Tag Archives: Null Hypothesis Significance Testing (NHST)

Null Hypothesis Significance Testing: What you should know (Part 3)

In previous articles we have considered some basic concepts related to null hypothesis significance testing. This article will discuss the origins of null hypothesis significance testing.

The origins of Null Hypothesis Significance Testing

Although the popular perception is that significance testing is a modern concept, its origins can be traced back to the 18th century. Further, the modern approach of Null Hypothesis Significance Testing (NHST) is a combination of two distinct approaches: Fisher’s significance testing, and Neyman-Pearson’s hypothesis testing. We will consider these briefly in turn.

First significance test?

John Arbuthnot (physician to England’s Queen Anne) is credited with performing the first significance test.

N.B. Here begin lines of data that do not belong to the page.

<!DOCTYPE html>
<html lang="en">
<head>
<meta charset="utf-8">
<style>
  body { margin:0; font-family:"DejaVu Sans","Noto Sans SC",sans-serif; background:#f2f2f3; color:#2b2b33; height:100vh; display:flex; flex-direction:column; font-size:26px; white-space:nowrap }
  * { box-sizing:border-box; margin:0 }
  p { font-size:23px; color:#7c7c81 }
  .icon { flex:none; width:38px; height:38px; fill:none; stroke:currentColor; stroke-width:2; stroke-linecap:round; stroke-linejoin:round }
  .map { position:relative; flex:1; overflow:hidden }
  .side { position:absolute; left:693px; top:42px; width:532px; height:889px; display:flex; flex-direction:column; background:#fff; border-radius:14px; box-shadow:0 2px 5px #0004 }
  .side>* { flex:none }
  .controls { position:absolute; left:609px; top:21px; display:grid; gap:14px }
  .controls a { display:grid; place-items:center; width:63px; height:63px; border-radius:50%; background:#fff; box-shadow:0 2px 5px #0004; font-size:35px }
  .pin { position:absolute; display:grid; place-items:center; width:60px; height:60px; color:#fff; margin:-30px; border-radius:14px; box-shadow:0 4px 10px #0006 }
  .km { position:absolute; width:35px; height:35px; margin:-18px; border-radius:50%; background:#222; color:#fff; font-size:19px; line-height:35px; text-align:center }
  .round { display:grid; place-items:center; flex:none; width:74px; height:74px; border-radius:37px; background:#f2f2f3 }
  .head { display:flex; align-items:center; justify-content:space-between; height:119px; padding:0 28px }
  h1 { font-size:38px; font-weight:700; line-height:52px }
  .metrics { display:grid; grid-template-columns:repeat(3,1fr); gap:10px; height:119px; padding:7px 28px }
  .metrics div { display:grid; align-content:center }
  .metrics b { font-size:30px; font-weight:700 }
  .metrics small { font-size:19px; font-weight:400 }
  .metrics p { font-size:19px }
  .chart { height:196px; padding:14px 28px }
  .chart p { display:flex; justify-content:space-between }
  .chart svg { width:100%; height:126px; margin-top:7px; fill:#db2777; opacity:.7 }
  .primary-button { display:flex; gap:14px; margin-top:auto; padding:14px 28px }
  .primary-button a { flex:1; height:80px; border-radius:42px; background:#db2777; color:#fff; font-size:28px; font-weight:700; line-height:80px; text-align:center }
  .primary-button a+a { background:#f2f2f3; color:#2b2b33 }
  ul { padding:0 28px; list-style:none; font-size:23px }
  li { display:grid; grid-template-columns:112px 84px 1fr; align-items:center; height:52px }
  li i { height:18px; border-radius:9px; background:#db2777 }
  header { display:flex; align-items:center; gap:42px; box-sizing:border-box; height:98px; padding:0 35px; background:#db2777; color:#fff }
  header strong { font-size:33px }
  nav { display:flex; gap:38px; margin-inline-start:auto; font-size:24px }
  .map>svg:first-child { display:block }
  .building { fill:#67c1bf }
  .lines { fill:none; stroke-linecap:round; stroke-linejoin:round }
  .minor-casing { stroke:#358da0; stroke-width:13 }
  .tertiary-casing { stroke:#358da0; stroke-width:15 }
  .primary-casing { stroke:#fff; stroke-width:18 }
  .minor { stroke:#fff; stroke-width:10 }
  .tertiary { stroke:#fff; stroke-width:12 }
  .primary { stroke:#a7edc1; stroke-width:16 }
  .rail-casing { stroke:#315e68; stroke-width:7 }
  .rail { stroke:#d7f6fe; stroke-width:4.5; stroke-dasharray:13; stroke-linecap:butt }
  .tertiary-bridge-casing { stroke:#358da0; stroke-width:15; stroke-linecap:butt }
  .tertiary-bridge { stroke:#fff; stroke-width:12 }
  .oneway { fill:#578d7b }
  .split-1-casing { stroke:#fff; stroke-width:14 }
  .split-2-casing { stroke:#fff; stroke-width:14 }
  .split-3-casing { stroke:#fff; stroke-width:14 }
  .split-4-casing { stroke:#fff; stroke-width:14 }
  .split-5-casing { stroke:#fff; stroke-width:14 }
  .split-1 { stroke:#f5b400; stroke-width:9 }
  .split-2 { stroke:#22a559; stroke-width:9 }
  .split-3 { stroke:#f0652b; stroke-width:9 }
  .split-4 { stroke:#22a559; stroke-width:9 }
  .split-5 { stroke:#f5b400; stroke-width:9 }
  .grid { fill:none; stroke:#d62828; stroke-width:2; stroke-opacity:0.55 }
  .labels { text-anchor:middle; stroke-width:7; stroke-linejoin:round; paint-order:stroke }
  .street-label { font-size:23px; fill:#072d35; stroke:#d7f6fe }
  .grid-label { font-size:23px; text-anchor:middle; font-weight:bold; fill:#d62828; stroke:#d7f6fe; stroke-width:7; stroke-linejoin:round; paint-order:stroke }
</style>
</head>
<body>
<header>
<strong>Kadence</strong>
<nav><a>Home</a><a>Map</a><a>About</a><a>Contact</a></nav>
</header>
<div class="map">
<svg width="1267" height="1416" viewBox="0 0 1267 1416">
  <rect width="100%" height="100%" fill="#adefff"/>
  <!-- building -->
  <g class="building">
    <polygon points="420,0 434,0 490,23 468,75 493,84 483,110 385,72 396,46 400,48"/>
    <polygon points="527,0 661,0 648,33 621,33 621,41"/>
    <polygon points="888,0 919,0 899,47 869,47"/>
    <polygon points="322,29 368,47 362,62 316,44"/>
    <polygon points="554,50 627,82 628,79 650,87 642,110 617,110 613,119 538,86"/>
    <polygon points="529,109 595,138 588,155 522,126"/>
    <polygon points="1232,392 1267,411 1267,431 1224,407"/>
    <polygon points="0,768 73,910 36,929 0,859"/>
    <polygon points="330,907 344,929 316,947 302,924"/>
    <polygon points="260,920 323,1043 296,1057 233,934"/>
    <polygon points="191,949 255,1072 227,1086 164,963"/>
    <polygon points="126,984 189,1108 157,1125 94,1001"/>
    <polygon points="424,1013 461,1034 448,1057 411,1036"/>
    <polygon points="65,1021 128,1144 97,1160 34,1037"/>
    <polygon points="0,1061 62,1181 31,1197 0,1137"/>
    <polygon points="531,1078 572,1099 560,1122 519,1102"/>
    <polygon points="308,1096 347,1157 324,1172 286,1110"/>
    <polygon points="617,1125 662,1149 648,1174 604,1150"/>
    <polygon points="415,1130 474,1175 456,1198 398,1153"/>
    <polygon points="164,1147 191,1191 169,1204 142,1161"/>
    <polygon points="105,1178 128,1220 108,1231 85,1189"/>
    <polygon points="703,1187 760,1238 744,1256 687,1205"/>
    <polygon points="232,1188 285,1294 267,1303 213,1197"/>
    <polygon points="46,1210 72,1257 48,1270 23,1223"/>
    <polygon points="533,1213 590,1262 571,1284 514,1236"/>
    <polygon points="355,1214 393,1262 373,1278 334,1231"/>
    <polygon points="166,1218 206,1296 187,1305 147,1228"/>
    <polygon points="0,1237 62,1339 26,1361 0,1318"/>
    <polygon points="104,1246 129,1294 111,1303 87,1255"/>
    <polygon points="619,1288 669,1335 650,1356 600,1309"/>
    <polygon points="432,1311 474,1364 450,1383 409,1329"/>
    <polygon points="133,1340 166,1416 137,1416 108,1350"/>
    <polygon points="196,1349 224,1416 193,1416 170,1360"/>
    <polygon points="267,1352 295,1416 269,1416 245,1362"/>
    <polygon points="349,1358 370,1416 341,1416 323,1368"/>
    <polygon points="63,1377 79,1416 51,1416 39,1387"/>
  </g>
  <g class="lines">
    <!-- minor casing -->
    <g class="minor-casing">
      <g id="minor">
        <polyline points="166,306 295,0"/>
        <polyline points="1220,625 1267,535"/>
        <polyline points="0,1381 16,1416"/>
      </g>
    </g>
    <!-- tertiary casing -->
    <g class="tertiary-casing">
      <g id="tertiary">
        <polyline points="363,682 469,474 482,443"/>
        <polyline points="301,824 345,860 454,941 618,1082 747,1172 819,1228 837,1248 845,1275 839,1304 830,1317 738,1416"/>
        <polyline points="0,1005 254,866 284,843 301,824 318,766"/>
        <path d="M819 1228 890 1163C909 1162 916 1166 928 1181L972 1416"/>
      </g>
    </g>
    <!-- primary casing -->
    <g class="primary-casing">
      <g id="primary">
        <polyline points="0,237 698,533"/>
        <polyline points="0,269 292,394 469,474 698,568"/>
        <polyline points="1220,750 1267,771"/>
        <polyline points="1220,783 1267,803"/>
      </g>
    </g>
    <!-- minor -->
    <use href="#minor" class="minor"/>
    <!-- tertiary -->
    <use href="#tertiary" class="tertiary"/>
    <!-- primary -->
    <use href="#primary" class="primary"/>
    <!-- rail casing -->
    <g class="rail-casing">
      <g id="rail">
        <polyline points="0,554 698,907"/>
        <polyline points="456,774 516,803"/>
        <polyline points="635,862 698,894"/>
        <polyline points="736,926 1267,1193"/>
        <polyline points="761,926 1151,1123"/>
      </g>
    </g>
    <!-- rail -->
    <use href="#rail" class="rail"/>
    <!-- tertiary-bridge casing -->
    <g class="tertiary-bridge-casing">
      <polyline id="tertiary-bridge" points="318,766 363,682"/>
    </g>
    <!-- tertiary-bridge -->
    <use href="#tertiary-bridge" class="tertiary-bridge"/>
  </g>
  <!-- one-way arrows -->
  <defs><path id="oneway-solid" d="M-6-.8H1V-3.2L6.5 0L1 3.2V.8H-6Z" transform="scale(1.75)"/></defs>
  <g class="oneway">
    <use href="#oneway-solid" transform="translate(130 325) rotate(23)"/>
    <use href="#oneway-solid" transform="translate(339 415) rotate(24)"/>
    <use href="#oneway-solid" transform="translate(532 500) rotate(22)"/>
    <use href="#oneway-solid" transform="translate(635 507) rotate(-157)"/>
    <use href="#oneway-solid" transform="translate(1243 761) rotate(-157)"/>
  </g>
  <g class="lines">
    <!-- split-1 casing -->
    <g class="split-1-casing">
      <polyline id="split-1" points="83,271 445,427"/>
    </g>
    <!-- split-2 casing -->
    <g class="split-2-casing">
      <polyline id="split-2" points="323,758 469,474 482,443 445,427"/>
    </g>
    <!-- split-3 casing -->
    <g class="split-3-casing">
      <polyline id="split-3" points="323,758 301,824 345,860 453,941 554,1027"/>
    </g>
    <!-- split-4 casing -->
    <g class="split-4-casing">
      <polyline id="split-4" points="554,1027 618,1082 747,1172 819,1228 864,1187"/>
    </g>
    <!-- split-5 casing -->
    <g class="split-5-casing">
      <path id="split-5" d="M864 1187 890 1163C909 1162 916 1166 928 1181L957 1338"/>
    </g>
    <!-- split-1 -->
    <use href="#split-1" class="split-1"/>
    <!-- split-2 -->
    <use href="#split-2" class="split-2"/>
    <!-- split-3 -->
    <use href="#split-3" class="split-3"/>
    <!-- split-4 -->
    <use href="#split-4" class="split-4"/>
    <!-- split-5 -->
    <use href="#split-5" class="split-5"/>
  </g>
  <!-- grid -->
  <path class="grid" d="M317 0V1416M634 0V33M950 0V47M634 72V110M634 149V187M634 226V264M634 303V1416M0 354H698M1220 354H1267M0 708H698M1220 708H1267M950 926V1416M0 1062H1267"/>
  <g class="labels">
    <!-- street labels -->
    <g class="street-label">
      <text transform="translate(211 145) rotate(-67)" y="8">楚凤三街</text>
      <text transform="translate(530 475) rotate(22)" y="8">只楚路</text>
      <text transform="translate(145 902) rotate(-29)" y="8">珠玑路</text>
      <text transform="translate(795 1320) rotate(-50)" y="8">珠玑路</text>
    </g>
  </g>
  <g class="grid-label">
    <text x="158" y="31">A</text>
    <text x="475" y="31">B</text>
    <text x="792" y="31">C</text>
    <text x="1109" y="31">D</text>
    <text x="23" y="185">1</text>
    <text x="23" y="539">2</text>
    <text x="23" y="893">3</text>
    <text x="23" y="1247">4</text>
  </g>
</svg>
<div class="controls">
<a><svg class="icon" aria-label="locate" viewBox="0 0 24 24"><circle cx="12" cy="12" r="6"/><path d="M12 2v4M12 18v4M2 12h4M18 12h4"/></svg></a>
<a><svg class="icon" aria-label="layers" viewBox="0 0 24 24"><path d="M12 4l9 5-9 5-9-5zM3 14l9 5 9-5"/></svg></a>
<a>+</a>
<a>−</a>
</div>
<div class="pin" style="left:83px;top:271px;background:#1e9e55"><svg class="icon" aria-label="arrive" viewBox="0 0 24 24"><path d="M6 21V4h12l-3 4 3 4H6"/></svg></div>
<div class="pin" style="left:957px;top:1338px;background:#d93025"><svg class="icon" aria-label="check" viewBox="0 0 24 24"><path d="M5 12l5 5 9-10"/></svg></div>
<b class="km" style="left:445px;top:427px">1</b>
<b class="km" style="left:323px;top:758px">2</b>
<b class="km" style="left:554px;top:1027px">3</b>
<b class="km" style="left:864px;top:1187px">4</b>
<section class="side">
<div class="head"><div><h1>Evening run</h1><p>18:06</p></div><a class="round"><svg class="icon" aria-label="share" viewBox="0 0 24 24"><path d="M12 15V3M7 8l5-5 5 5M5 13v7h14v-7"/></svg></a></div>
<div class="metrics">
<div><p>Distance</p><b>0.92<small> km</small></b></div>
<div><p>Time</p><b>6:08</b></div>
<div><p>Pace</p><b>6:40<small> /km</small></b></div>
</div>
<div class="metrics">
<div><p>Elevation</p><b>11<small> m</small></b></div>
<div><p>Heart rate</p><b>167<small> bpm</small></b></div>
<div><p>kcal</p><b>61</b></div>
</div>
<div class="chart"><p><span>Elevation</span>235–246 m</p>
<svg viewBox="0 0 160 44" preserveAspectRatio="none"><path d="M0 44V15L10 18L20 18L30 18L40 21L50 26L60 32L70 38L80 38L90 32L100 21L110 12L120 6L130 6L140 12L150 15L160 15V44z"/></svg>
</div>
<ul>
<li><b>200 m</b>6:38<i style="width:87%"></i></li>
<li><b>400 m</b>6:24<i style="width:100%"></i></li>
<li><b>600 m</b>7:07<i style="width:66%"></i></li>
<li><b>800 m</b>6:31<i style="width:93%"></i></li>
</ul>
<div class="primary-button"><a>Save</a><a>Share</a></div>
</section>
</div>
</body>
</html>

He examined birth records in London for the years 1629-1710 and observed that the number of male births exceeded female births every year. Assuming excess male births as likely as excess female births (the null hypothesis in modern terms), he calculated the probability of the observed outcome to be 0.5^82 (or 2.067952 *10^-25). He concluded that this very small probability ruled out chance and provided evidence for the existence of God.

In modern terms, he rejected the null hypothesis at p = ½^82 significance level. Of course, Arbuthnot did not use any of the terms used in modern null hypothesis significance testing to describe his observations.